START Extracted entries

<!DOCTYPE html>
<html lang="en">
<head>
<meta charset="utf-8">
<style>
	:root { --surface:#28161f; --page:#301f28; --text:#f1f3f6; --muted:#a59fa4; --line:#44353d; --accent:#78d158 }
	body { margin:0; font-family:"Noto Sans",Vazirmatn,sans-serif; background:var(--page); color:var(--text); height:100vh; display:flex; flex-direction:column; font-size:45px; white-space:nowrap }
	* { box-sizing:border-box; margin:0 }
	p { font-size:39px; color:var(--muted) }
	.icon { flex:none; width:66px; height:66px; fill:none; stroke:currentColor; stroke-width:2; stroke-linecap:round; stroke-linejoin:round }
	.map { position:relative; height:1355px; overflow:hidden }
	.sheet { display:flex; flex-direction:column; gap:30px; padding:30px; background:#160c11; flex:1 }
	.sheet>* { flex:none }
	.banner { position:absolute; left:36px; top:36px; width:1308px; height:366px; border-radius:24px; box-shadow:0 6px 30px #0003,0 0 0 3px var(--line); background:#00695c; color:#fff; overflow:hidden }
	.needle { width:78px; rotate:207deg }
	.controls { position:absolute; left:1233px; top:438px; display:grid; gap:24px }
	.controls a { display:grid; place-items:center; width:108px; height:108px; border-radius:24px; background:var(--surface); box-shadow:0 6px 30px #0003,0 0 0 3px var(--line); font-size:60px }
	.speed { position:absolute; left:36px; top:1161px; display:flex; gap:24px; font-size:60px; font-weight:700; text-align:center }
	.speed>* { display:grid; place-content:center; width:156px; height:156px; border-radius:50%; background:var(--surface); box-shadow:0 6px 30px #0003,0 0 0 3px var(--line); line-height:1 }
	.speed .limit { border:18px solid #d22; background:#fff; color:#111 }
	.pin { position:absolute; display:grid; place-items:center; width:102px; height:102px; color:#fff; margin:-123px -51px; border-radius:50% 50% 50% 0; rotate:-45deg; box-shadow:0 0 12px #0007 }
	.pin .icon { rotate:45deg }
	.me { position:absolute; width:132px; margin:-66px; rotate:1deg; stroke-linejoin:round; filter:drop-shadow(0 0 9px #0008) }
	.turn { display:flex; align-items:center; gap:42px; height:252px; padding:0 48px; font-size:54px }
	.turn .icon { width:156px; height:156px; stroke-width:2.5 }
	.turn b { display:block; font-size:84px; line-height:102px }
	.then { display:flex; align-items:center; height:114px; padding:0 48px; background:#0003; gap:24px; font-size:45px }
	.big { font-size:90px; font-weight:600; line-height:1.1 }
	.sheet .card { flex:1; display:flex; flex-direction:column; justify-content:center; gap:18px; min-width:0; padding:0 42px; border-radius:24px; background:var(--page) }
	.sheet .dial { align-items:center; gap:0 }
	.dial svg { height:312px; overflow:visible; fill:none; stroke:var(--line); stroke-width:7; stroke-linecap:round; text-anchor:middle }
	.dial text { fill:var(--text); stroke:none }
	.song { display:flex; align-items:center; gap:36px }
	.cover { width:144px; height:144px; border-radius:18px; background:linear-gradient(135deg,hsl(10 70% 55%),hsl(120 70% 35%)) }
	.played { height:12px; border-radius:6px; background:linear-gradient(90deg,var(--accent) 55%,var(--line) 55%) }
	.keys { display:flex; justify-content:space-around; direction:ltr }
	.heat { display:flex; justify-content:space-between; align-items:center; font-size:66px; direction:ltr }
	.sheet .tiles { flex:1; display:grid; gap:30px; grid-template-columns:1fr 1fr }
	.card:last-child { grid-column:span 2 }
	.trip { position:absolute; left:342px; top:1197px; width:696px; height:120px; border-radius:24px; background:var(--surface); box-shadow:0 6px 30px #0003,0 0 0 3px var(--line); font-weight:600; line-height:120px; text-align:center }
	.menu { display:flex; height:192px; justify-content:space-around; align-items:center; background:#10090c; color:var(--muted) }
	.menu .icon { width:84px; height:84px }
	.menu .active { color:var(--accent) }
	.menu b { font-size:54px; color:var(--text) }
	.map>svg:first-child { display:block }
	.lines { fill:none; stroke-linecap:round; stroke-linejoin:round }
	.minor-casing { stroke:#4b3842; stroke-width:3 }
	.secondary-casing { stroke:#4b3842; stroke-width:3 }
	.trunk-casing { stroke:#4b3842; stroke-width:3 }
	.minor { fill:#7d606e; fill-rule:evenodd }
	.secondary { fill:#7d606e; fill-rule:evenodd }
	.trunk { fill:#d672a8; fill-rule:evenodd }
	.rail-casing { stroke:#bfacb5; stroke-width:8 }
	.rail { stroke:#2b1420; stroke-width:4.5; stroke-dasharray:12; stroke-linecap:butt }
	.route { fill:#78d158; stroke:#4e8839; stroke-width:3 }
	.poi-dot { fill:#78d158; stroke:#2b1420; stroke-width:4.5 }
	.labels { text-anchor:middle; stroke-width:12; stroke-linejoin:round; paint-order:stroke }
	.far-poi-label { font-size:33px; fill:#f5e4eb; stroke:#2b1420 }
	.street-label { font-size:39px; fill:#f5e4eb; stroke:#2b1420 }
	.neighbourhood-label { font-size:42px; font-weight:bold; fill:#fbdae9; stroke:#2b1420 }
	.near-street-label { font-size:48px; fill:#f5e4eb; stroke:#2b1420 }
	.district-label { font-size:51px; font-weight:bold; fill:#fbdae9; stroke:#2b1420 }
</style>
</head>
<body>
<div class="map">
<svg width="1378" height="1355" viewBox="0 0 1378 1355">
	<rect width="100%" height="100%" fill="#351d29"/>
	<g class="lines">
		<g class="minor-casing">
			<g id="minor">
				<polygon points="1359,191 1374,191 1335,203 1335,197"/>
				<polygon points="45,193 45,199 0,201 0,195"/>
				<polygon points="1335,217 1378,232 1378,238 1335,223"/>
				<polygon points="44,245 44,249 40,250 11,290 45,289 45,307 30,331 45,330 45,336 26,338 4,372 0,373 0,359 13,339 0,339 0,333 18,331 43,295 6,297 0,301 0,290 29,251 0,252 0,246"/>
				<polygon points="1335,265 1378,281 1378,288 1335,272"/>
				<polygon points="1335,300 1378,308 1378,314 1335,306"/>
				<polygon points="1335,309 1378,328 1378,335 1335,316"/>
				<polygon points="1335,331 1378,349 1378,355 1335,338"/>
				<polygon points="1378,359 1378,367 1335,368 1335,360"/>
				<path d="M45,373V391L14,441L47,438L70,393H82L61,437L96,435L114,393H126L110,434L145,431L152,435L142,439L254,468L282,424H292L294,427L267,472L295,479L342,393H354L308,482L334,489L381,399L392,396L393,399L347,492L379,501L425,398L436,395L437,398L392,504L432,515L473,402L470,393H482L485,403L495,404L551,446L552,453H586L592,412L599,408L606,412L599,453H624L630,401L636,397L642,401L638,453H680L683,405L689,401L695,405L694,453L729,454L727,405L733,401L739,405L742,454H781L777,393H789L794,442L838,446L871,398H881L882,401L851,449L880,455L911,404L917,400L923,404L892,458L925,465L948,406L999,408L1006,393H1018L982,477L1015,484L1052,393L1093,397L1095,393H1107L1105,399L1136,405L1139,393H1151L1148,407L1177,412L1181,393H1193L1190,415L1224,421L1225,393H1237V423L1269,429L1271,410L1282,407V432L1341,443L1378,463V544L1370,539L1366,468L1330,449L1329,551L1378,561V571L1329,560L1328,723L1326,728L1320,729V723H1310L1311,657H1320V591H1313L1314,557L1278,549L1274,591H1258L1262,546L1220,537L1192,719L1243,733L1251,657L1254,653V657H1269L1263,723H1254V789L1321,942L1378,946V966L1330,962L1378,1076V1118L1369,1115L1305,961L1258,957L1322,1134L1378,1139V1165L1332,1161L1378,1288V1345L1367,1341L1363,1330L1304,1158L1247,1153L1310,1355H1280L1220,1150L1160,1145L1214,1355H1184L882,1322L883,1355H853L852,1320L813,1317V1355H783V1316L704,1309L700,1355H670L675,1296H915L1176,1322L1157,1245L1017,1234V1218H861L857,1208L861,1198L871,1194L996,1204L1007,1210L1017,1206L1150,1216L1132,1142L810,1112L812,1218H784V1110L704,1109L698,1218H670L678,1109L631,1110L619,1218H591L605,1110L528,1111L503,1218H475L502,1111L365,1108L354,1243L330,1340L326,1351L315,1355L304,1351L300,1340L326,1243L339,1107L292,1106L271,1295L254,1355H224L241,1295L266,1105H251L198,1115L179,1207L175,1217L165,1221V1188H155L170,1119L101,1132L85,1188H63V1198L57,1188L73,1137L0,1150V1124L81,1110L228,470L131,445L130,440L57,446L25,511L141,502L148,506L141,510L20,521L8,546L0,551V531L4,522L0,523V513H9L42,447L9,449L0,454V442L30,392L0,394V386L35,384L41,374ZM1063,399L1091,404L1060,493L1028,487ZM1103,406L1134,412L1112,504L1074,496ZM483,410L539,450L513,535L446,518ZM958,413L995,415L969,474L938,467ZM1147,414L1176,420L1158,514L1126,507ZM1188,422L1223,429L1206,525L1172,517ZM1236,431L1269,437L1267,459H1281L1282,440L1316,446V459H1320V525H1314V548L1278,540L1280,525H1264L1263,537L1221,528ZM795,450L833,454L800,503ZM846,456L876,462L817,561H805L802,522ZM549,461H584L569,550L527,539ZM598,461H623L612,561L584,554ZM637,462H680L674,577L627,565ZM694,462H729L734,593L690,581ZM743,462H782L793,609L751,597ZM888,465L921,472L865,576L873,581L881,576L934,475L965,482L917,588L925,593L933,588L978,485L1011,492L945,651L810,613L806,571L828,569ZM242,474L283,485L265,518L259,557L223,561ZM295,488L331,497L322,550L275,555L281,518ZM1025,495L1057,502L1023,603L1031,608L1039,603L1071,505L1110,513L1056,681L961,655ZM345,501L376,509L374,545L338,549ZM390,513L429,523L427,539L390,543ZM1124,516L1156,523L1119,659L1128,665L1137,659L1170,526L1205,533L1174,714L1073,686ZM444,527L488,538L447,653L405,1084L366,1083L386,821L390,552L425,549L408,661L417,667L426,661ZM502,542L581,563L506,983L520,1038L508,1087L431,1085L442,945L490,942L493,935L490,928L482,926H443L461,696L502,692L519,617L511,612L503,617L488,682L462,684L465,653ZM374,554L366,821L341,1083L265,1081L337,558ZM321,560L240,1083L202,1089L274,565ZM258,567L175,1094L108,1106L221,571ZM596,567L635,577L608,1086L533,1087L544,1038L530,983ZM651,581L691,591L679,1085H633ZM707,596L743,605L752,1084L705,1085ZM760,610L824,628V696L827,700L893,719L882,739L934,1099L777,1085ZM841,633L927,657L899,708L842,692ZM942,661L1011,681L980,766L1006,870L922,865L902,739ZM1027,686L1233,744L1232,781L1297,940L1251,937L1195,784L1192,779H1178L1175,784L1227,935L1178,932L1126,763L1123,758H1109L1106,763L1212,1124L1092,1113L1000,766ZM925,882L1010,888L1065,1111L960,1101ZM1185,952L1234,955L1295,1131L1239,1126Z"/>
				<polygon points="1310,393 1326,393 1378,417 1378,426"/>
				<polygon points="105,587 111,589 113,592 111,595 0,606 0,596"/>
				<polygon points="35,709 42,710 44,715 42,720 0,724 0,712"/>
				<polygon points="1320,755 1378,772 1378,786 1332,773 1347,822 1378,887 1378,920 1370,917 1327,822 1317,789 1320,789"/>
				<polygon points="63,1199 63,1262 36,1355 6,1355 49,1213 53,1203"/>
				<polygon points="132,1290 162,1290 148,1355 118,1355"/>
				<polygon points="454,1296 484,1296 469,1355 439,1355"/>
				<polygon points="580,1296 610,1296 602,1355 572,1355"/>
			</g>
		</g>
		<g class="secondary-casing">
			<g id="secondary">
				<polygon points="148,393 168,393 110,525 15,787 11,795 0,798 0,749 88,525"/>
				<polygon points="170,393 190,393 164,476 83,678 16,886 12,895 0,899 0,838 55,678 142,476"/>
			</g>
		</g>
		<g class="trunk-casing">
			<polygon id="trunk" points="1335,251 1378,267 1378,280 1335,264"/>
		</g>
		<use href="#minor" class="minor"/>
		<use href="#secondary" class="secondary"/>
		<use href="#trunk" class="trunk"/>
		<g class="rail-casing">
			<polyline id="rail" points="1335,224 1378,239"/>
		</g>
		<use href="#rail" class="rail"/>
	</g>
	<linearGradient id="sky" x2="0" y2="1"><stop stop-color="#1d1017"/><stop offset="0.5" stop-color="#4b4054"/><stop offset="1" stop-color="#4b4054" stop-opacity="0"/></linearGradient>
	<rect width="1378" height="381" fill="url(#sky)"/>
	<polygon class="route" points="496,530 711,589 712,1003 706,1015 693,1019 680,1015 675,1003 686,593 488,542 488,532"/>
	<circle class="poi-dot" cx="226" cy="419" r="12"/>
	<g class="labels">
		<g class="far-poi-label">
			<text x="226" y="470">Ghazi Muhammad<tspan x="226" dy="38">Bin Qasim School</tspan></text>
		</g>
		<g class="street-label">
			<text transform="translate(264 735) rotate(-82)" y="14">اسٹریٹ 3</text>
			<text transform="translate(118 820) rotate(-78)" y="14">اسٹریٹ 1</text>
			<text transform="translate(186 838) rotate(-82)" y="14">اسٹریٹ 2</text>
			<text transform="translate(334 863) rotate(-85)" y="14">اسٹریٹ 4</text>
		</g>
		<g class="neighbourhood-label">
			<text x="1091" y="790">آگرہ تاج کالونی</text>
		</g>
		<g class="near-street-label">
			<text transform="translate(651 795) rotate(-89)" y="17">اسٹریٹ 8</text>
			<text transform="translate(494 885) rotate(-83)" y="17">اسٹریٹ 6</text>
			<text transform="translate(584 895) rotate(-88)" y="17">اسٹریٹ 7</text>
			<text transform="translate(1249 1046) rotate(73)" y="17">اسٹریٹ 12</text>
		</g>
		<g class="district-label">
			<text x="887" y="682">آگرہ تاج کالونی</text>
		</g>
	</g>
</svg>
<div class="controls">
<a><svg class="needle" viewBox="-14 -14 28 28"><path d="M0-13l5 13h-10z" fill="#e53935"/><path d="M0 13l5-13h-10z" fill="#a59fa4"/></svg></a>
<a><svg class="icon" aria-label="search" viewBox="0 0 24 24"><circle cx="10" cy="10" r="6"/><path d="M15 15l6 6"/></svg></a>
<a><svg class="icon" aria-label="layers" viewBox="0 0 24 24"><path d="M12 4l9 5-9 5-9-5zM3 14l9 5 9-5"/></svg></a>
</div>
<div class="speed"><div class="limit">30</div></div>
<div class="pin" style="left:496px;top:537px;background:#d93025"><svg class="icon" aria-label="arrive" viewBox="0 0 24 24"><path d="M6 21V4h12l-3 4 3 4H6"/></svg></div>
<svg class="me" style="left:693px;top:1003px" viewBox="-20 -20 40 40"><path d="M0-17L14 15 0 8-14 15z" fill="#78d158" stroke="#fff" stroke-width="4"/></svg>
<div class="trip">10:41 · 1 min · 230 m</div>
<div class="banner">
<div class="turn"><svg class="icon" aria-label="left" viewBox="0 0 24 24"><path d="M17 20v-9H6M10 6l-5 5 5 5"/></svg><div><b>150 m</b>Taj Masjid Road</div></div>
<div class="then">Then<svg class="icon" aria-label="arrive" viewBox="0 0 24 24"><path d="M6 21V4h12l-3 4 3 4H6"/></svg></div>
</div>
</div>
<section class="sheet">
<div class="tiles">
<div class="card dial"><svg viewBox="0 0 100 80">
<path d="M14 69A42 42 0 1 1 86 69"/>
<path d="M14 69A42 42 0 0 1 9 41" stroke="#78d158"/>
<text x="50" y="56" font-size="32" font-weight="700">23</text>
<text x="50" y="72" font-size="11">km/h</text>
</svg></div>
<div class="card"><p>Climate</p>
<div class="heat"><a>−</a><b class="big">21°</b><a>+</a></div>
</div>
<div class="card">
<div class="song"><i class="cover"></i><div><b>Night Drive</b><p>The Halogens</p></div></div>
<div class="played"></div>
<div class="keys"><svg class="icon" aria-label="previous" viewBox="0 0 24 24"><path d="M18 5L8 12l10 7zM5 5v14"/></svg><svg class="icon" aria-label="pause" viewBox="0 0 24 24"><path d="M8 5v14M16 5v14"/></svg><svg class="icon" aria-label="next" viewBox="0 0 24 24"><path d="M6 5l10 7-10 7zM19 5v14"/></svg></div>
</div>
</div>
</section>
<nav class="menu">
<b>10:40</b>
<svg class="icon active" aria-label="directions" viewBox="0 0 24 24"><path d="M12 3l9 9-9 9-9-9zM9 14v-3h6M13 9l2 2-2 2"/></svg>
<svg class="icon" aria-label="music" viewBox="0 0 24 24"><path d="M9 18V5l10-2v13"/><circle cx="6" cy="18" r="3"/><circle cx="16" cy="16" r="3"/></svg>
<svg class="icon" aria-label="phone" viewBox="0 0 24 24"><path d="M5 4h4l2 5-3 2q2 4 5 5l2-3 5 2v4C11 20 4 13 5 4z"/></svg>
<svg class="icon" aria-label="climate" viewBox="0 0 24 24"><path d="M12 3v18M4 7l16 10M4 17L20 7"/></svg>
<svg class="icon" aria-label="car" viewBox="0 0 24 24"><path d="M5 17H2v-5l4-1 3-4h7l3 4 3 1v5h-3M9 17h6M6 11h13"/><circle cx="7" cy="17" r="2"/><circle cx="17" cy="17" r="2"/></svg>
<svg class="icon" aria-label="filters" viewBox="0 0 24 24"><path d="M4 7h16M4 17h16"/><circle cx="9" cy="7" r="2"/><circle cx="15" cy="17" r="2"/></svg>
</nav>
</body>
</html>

END Extracted entries

Write down only how many lines of the entries above include the word "played".

2